WHAT TO DO:
Line by line, repeat all the material exactly as it appears.

DATASET EXTRACT:
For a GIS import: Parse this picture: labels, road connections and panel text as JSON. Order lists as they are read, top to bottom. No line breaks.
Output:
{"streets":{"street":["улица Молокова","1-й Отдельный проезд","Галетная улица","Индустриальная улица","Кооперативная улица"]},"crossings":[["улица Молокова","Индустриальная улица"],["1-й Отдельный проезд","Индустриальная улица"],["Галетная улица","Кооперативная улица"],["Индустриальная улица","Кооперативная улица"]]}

ANSWER SECTION:
For a GIS import: Parse this picture: labels, road connections and panel text as JSON. Order lists as they are read, top to bottom. No line breaks.
Output:
{"streets":{"street":["улица Молокова","1-й Отдельный проезд","Галетная улица","Индустриальная улица","Кооперативная улица"]},"crossings":[["улица Молокова","Индустриальная улица"],["1-й Отдельный проезд","Индустриальная улица"],["Галетная улица","Кооперативная улица"],["Индустриальная улица","Кооперативная улица"]]}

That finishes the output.